Tuesday, April 5, 2016

Mayhew, Labour, and the London Poor

Mayhew, Labour, and the London Poor

Henry Mayhew, as the preface his excerpt titled "Hindo Beggars" suggests, was a writer that tended to focus on the "plight of poor Londoners" in regards to post-Industrial society, drawing sympathy for the downtrodden and unfortunate souls that couldn't find a way to get on their feet. However, Mayhew's sympathies extended only as far as those he considered his countrymen and women; regarding the "Hindos" and "Brahmins" - presumably Indian Londoners - Mayhew took a stance of hard-line distaste and outright racism. He calls these Londoners "snake-eyed Asiatics" with a penchant for deception, "entrapping the sympathy" of the good Christian Englishmen and women of London by regurgitating tracts or by insisting that they are of high birth - "Brahmins", or members of the highest caste in the predominantly Hindu British India. In essence, Mayhew paints these Indian-Far East Londoners as a wholly distasteful group of people who seek only to further their own fortunes through any means necessary. They are the other, the criminal, the bad in London society.

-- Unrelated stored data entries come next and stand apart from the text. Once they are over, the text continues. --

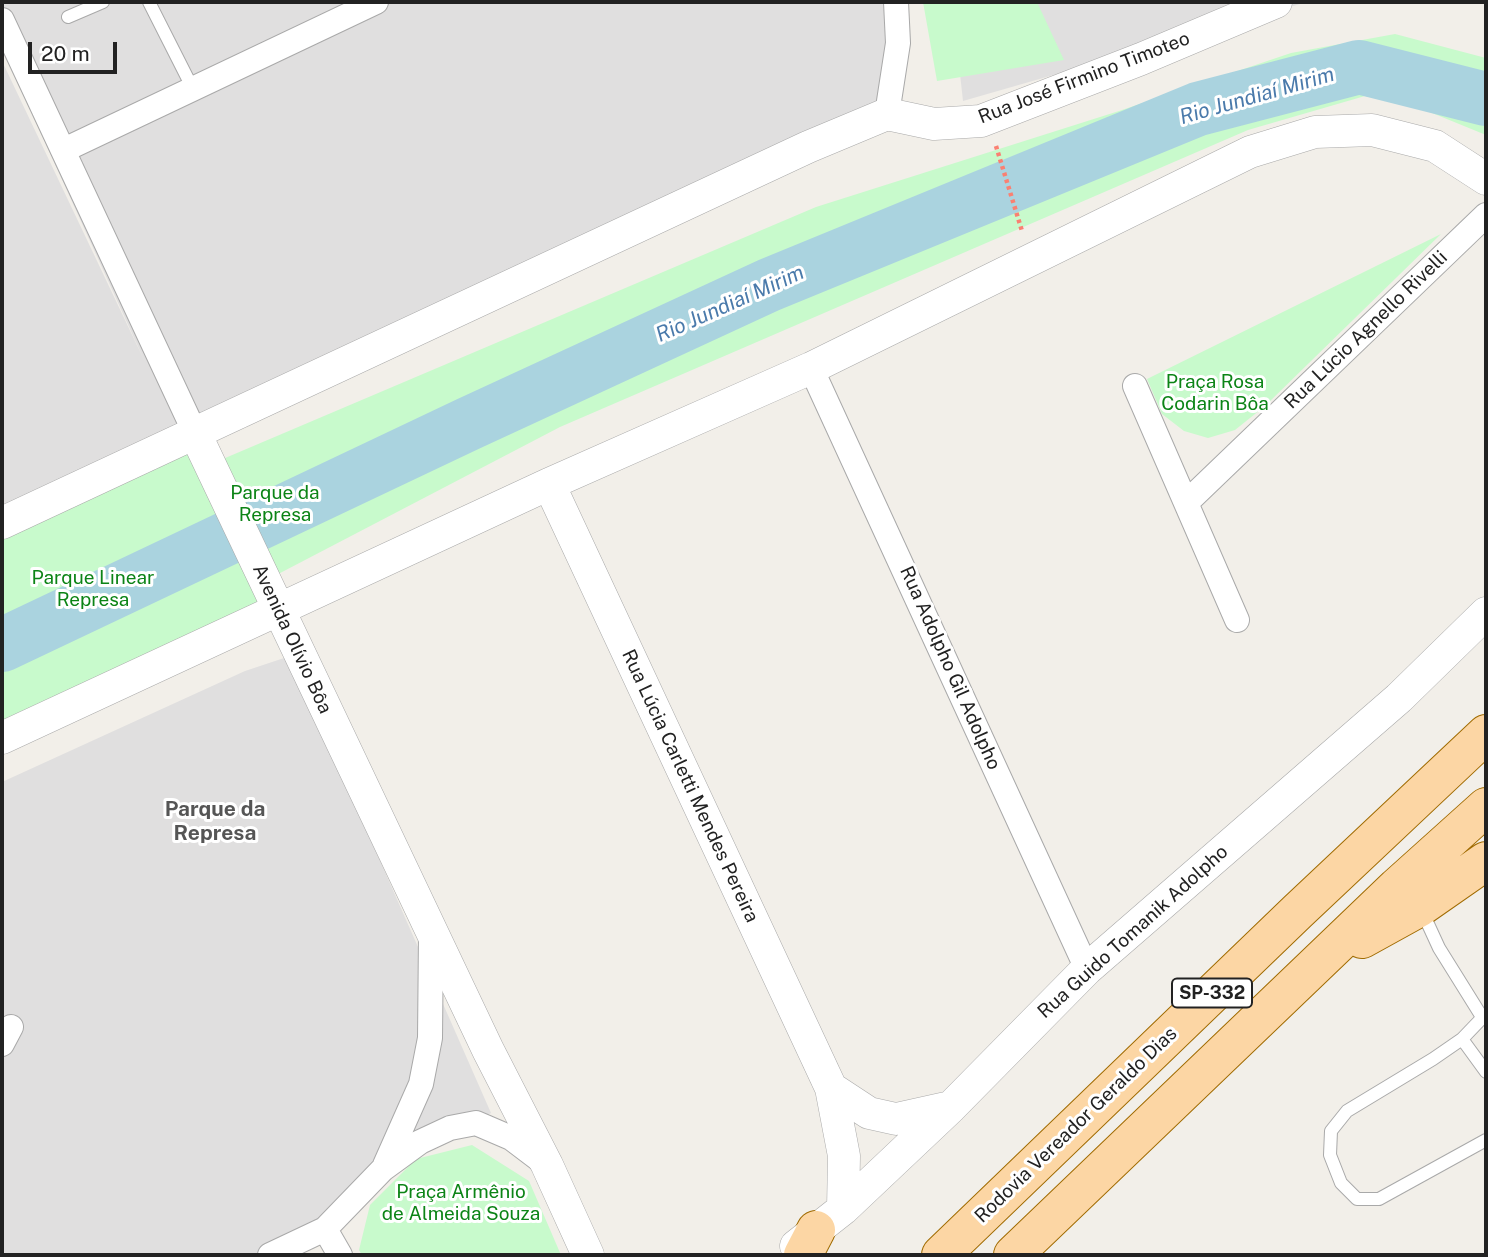 <!DOCTYPE html>
<meta charset="utf-8">
<style>
body{margin:0}
#map{position:relative;width:1488px;height:1257px;overflow:hidden;background:#f2efe9;font-family:"Public Sans",sans-serif}
canvas{display:block}
.frame{position:absolute;inset:0;border:4px solid #222;pointer-events:none}
.scale{position:absolute;left:28px;top:42px;width:89px;height:32px;box-sizing:border-box;border:4px solid #222;border-top:0;padding-left:9px;font-size:21px;line-height:24px;white-space:nowrap;color:#222;-webkit-text-stroke:5px #fff;paint-order:stroke}
</style>
<div id="map">
<canvas width="1488" height="1257"></canvas>
<div class="frame"></div>
<div class="scale">20 m</div>
</div>
<script>
const c = document.querySelector('canvas').getContext('2d');
c.lineJoin = 'round';
function fillPath(path, color) { c.fillStyle = color; c.fill(path, 'evenodd'); }
const poly = rows => new Path2D(rows.map(r => 'M' + r).join(''));
function strokePath(path, color, width, dash) { c.strokeStyle = color; c.lineWidth = width; c.lineCap = dash ? 'butt' : 'round'; c.setLineDash(dash || []); c.stroke(path); }
function label(font, color, halo, rows, align = 'center') {
  c.font = font + ' "Public Sans",sans-serif'; c.lineWidth = 6; c.setLineDash([]); c.textBaseline = 'middle'; c.strokeStyle = halo; c.fillStyle = color; for (const [text, x, y, turn = 0] of rows) {
    c.save(); c.translate(x, y); c.rotate((+turn || 0) * Math.PI / 180); c.textAlign = isNaN(turn) ? turn : align; if (halo) c.strokeText(text, 0, 0); c.fillText(text, 0, 0); c.restore();
  }
}
fillPath(poly([
 [2,2,897,2,893,103,2,522,2,61,145,362,2,48],
 [952,2,1307,2,963,101],
 [290,656,491,1113,408,1162,349,1221,278,1255,2,1255,2,782,245,671]
]), '#e0dfdf');
fillPath(poly([
 [923,2,1037,2,1064,60,937,81],
 [1395,34,1486,58,1486,135,1415,106,1365,96,1248,130,560,427,261,583,270,602,2,731,2,534,193,442,204,467,816,207,1119,111,1291,53],
 [1441,234,1265,406,1235,430,1208,438,1184,431,1162,414,1147,379],
 [472,1145,529,1181,561,1255,362,1255,359,1250,370,1205,416,1159]
]), '#c8facc');
strokePath(poly([
 [2,645,468,424,769,285,1198,109,1359,67,1486,99]
]), '#aad3df', 54);
const service = poly([
 [149,2,193,89],
 [68,17,103,2],
 [1422,911,1439,948,1482,1017],
 [1486,1014,1462,1039,1486,1072],
 [1462,1039,1433,1059,1347,1111,1331,1131,1330,1155,1341,1183,1357,1199,1379,1199,1486,1140]
]);
const minor = poly([
 [2,20,195,433],
 [887,114,898,43,896,2],
 [64,150,376,2],
 [811,368,1087,969],
 [1135,386,1237,620],
 [1186,503,1486,215],
 [2,1044,11,1027],
 [385,1165,421,1084,430,1038,431,934],
 [325,1229,340,1255],
 [270,1255,325,1229,383,1169,420,1142,450,1128,476,1123,511,1138,544,1163]
]);
const tertiary = poly([
 [195,433,488,1050,547,1165,588,1255],
 [549,484,831,1088,844,1156,843,1209],
 [2,523,808,147,887,114,934,124,981,121,1141,59,1276,2],
 [2,738,549,484,811,368,1250,152,1315,132,1372,130,1435,146,1486,179],
 [831,1088,869,1113,896,1119,950,1107],
 [796,1246,843,1209,951,1107,1087,969,1399,698,1486,613]
]);
const primary = poly([
 [1362,939,1420,907,1486,861],
 [803,1255,816,1230],
 [941,1255,1297,912,1486,734],
 [1013,1255,1397,887,1486,807]
]);
strokePath(service, '#a9a9a9', 14);
strokePath(minor, '#a9a9a9', 26);
strokePath(tertiary, '#a9a9a9', 33);
strokePath(primary, '#a06b00', 40);
strokePath(poly([
 [996,146,1022,231]
]), '#fa8072', 4.5, [3.5, 3.5]);
strokePath(service, '#fff', 12);
strokePath(minor, '#fff', 24);
strokePath(tertiary, '#fff', 32);
strokePath(primary, '#fcd6a4', 38);
for (const [x, y, w] of [
 [1212,993,80]
]) { const box = new Path2D(); box.roundRect(x - w / 2, y - 14.5, w, 29, 5); c.fillStyle = '#fff'; c.fill(box); strokePath(box, '#222', 2); }
label('bold 18px', '#222', null, [
 ["SP-332",1212,993]
]);
label('19px', '#222', '#fff', [
 ["Rua José Firmino Timoteo",1084,78,-21],
 ["Rua Lúcio Agnello Rivelli",1366,330,-44],
 ["Avenida Olívio Bôa",292,639,65],
 ["Rua Adolpho Gil Adolpho",950,668,66],
 ["Rua Lúcia Carletti Mendes Pereira",690,786,65],
 ["Rua Guido Tomanik Adolpho",1133,932,-42],
 ["Rodovia Vereador Geraldo Dias",1076,1125,-44]
]);
label('19px', '#0c8416', '#fff', [
 ["Praça Rosa",1215,382],
 ["Codarin Bôa",1215,404],
 ["Parque da",275,493],
 ["Represa",275,515],
 ["Parque Linear",93,578],
 ["Represa",93,600],
 ["Praça Armênio",461,1192],
 ["de Almeida Souza",461,1214]
]);
label('italic 21px', '#4a7aab', '#fff', [
 ["Rio Jundiaí Mirim",1257,96,-16],
 ["Rio Jundiaí Mirim",730,304,-24]
]);
label('bold 21px', '#555', '#fff', [
 ["Parque da",215,810],
 ["Represa",215,834]
]);
</script>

In many ways, this sort of distaste can be paralleled with the distaste that any major racial group can and more than often will have with the minority in a society. It's far too easy for the human creature, in general, to blame the ills of society on a single group of people that lack the numbers to defend themselves on a wide scale. While not the most original of comparisons, Nazi Germany and Victorian England share several similarities in their views of minority groups - in the Nazi's case, the Jews, Roma, and disabled suffered in together due to the popular demand for the development of the pure German Ubermensch and the propaganda that hung the ills of post World War I Germany, burdened to the breaking point with reparations to be paid to the Allies, on this group. While nothing on such a scale occurred in Victorian England, Mayhew describes the "Hindo Beggars" of London in similar fashion, seeking to out them as a credible danger to the common populace of London. Perhaps the most interesting move that Mayhew makes, however, is how he either subconsciously or purposefully enforced the idea of a supreme state power that could eliminate these "problems" from London. After all, if "they [the titular Hindo Beggars] never beg of soldiers, or sailors, to whom they always give a wide berth as they pass them in the streets..." then that must mean that they fear the state. The state, therefore, must be able to cull the issue of the "Hindo Beggars"; otherwise, the beggars would have no need to fear the state. It follows to reason, then, that if the "Hindo Beggars" are as bad as Henry Mayhew describes, that the state, whom the beggars fear, should eliminate them.